Characterization of the mRNA and the Gene of a Putative Neuronal Nicotinic Acetylcholine Receptor Protein from Drosophila

Abstract

In insects, acetylcholine is a major excitatory transmitter of the central nervous system, while neuromuscular transmission is mediated by amino acids (1). A variety of studies have identified an α-bungarotoxin-binding component in the brain of Drosophila, which displays a pharmacology similar to that of the nicotinic acetycholine receptor (AChR) from the vertebrate nervous system (2–5). The concentration of α-toxin-binding sites in Drosophila heads is remarkably higher than in any nervous tissue of vertebrates (6).
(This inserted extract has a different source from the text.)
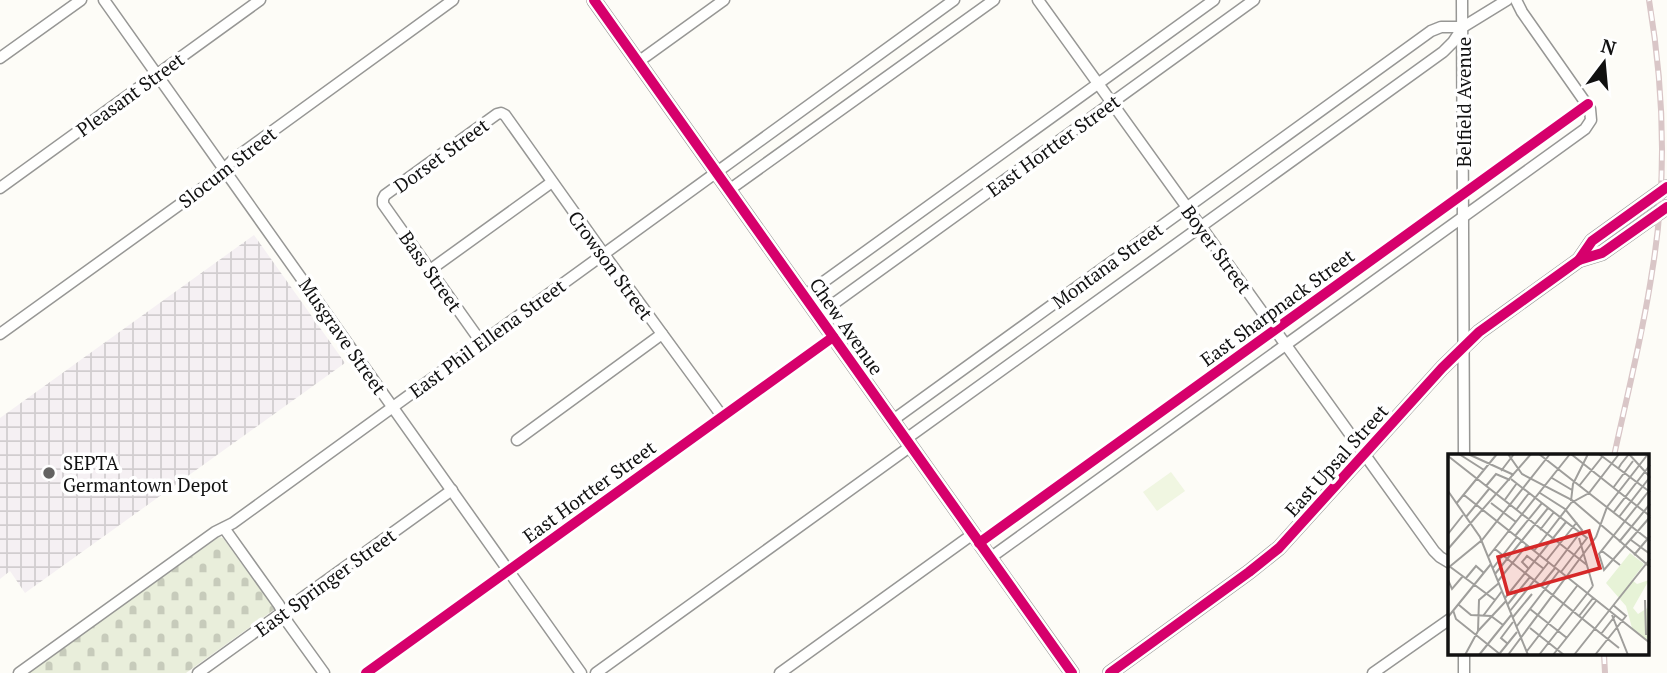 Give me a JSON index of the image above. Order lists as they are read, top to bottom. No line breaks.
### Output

Recently the α-bungarotoxin-binding protein of the locust central nervous system has been shown to be a functional AChR protein containing four identical (or very similar) polypeptides of Mr = 65,000 which are immunologically related to the nicotinic AChR of Torpedo electroplax (7, 8). Using DNA probes of the Torpedo receptor γ-subunit we have isolated cDNA clones encoding a putative neuronal AChR protein of Drosophila (ARD protein). The appearance of its mRNA during development coincides with the major periods of differentiation of the Drosophila central nervous system (9). Here, the general features of the ARD cDNA/mRNA and the deduced protein are summarized and compared to the structure of the vertebrate AChR subunits. A preliminary characterization of organization of the ARD gene is presented.